1.  Build a sense of belonging between year groups.

Peer mentoring schemes give 16 to 18-year-olds real leadership experience while giving younger students proximity to people only a few steps ahead of them. That sense of inclusion is invaluable.

2.  Make aspiration a habit.

Schools that build goal setting into everyday life produce young people who arrive at key transitions already moving. The problem we see most often is not a lack of ambition, but rather young people who have never been asked to articulate what they want, and who freeze when the moment finally comes.

3.  Provide exposure to the working world.

Not through sporadic weeks of work experience, but through normalising conversations between young people and working adults about the day-to-day realities of working life. Far too few young people have any real sense of what the adults around them do, including their parents. Building that picture early helps them visualise the world of work long before they must navigate it themselves.

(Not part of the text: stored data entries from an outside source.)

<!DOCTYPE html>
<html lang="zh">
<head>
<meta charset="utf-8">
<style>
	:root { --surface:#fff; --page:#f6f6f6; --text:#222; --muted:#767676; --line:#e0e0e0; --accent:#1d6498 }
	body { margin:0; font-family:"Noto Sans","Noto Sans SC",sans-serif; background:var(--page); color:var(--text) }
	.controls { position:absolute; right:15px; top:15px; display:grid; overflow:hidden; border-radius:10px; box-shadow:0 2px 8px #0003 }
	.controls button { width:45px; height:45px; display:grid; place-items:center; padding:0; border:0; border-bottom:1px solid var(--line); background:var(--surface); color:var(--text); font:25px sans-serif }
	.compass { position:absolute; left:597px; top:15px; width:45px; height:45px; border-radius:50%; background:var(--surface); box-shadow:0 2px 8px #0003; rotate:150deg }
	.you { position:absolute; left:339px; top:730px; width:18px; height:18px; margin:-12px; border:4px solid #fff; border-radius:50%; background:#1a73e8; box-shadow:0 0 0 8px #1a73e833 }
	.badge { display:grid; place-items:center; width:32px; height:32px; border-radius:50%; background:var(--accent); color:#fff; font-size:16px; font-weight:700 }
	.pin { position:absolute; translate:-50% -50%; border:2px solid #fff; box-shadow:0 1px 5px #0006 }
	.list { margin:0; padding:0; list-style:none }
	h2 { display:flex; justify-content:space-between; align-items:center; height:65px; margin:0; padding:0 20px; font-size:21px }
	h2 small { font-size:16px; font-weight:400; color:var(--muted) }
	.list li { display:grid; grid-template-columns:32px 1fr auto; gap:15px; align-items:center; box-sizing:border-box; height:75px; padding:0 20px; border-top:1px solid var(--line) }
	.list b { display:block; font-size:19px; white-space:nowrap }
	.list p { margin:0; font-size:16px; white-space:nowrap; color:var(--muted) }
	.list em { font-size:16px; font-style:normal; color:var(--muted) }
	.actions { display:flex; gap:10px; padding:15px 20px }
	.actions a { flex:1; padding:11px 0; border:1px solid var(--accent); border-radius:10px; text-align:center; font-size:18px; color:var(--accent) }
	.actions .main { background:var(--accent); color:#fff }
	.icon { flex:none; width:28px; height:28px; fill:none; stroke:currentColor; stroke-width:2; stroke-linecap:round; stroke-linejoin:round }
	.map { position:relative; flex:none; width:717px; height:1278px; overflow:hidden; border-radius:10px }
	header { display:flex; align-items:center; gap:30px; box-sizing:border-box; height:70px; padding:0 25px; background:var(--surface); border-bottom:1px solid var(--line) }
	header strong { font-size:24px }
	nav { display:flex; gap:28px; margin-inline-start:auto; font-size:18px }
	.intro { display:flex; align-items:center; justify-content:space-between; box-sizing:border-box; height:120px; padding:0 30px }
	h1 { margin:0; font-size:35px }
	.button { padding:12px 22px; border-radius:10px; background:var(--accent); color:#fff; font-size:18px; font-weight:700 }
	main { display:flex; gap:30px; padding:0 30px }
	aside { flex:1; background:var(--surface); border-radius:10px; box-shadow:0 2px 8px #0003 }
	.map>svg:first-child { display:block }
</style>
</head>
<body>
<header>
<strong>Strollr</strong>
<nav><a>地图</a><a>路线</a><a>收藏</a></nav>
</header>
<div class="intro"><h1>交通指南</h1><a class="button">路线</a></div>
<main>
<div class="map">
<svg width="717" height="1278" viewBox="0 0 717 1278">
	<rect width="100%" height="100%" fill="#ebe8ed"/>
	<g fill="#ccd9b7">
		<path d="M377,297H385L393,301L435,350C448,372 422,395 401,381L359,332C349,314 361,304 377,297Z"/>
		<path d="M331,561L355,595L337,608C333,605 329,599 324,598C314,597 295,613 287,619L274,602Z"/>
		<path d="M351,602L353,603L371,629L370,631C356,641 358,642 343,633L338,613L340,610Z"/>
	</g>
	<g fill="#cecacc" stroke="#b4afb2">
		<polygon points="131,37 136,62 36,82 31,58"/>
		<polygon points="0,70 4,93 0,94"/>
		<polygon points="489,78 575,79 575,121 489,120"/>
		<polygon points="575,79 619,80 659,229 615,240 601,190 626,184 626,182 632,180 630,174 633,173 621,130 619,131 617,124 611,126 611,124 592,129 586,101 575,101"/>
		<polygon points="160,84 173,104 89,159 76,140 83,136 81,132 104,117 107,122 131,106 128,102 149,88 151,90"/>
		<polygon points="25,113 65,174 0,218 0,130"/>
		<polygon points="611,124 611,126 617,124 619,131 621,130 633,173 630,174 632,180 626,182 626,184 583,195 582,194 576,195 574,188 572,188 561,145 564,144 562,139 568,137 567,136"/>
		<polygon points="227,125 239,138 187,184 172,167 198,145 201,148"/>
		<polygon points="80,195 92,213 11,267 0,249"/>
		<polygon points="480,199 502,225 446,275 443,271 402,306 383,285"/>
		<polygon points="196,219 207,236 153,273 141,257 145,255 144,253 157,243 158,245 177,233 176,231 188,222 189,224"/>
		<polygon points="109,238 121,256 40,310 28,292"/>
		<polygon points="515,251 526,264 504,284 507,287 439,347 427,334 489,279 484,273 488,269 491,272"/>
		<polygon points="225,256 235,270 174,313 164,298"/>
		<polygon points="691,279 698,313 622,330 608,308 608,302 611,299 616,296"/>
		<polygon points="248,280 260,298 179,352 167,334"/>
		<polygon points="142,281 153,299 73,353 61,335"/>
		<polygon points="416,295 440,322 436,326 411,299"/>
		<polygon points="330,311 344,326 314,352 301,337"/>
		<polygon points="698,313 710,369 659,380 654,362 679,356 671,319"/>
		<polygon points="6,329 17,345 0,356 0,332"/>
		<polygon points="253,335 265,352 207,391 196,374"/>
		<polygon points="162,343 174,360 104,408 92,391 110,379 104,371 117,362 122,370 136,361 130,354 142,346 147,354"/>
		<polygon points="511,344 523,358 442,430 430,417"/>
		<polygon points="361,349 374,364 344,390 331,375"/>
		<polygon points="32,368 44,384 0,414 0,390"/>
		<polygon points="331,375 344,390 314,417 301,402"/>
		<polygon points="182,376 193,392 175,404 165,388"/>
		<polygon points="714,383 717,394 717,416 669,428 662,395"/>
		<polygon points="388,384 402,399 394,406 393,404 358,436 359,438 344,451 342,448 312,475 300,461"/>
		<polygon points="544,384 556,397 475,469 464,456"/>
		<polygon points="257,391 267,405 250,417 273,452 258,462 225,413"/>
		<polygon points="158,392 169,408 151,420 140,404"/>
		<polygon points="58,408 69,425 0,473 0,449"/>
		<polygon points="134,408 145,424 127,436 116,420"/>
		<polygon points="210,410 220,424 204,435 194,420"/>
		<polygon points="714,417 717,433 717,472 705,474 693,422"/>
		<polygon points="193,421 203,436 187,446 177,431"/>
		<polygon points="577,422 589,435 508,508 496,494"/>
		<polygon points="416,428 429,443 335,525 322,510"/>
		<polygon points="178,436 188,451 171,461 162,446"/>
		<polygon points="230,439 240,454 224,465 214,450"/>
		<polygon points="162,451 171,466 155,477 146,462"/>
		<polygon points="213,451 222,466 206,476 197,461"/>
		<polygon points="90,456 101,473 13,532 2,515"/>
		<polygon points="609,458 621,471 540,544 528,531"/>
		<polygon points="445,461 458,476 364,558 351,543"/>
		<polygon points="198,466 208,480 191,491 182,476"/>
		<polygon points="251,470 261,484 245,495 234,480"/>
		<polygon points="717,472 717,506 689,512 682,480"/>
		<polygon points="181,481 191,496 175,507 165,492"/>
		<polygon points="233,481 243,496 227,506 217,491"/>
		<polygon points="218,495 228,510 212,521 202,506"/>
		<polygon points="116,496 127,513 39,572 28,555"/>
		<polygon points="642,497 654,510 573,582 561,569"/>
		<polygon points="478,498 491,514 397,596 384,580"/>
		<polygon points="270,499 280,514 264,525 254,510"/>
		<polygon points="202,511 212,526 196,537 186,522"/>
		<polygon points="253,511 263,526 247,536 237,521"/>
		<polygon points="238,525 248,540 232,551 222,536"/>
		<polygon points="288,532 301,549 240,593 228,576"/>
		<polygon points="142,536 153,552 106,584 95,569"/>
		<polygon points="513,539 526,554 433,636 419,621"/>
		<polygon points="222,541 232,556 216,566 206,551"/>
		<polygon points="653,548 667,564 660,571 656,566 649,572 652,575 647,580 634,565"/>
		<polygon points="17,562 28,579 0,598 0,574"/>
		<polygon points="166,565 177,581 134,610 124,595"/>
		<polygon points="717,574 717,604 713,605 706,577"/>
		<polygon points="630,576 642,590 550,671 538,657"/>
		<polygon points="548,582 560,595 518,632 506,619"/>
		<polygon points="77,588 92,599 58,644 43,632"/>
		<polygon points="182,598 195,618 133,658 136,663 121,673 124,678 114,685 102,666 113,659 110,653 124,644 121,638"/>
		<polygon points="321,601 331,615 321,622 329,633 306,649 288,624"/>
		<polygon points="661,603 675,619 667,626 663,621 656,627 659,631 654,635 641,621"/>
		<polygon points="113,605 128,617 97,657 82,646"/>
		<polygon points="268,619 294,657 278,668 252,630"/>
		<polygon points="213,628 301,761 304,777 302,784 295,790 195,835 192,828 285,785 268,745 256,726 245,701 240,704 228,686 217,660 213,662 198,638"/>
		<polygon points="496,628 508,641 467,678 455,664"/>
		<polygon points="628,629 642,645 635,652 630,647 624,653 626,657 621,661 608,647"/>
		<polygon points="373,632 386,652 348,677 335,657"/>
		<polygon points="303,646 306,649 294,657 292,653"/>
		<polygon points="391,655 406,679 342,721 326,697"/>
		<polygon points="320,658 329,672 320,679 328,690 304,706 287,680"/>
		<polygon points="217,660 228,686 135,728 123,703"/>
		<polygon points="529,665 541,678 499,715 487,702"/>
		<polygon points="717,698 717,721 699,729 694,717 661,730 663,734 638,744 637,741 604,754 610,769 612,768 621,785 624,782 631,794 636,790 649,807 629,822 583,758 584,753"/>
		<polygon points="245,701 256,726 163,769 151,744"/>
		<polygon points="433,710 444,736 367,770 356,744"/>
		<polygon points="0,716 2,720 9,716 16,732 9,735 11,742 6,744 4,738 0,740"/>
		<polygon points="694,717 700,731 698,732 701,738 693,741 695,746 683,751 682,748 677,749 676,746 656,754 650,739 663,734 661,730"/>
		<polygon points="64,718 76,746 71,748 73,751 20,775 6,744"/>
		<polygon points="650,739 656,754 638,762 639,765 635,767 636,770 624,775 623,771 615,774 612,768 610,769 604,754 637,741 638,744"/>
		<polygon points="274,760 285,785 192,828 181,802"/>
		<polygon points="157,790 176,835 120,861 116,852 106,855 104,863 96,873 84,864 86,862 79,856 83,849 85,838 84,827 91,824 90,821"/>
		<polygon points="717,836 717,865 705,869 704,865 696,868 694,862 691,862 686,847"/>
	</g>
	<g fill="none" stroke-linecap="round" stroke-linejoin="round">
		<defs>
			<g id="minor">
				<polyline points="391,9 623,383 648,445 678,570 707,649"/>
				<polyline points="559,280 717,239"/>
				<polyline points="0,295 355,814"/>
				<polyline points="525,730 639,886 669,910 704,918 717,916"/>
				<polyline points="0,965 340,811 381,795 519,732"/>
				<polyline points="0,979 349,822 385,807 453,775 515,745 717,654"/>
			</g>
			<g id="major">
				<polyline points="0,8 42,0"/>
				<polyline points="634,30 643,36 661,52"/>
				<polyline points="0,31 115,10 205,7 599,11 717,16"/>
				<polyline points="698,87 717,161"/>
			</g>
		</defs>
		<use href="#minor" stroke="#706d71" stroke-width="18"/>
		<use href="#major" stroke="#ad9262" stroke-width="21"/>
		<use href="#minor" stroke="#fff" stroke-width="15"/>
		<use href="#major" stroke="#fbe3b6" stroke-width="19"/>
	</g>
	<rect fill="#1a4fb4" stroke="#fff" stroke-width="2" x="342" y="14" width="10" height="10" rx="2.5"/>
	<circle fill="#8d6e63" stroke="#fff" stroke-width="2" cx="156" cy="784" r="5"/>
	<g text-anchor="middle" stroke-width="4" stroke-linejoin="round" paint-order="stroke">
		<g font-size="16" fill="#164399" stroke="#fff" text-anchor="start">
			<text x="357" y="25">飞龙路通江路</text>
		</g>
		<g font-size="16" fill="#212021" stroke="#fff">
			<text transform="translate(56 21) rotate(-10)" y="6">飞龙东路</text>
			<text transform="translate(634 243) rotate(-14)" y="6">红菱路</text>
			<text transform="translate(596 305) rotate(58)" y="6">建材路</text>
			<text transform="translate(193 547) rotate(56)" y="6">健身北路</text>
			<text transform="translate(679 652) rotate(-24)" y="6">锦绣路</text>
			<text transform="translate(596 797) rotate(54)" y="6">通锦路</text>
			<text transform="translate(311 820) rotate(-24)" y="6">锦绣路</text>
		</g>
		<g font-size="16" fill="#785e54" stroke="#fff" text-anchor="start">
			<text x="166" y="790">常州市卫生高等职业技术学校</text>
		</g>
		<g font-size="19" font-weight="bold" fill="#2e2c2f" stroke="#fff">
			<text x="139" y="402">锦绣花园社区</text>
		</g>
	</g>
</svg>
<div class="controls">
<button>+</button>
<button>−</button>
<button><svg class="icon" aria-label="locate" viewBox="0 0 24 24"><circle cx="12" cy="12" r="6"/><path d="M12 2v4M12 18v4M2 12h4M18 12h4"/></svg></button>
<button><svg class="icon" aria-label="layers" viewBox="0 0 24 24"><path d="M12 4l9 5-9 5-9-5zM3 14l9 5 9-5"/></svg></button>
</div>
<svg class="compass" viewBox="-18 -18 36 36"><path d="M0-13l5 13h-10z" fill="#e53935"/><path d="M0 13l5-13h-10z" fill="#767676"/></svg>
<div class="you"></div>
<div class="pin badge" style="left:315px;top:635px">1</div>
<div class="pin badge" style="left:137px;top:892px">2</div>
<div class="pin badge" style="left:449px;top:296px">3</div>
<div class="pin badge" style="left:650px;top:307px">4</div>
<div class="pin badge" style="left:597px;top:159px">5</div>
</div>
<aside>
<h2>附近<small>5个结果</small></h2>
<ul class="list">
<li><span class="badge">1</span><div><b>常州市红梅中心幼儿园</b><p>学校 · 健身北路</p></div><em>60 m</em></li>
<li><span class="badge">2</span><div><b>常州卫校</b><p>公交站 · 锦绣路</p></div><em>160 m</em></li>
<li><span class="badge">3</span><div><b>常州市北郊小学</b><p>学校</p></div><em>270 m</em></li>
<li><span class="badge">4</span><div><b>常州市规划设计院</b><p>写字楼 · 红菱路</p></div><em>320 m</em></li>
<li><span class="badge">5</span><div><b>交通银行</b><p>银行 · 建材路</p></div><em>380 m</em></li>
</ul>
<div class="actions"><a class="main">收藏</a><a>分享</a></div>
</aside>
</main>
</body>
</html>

Milburn's review highlights a problem we know all too well: a disconnect between potential and participation, and between wanting to engage and knowing how. We are not researchers or policymakers, but we are in the room with these young people every day. Though the solutions Milburn proposes this autumn will be structural and long overdue, the habits that keep young people connected to aspiration, to each other, and to the world of work can be built starting now, without waiting for policy to catch up.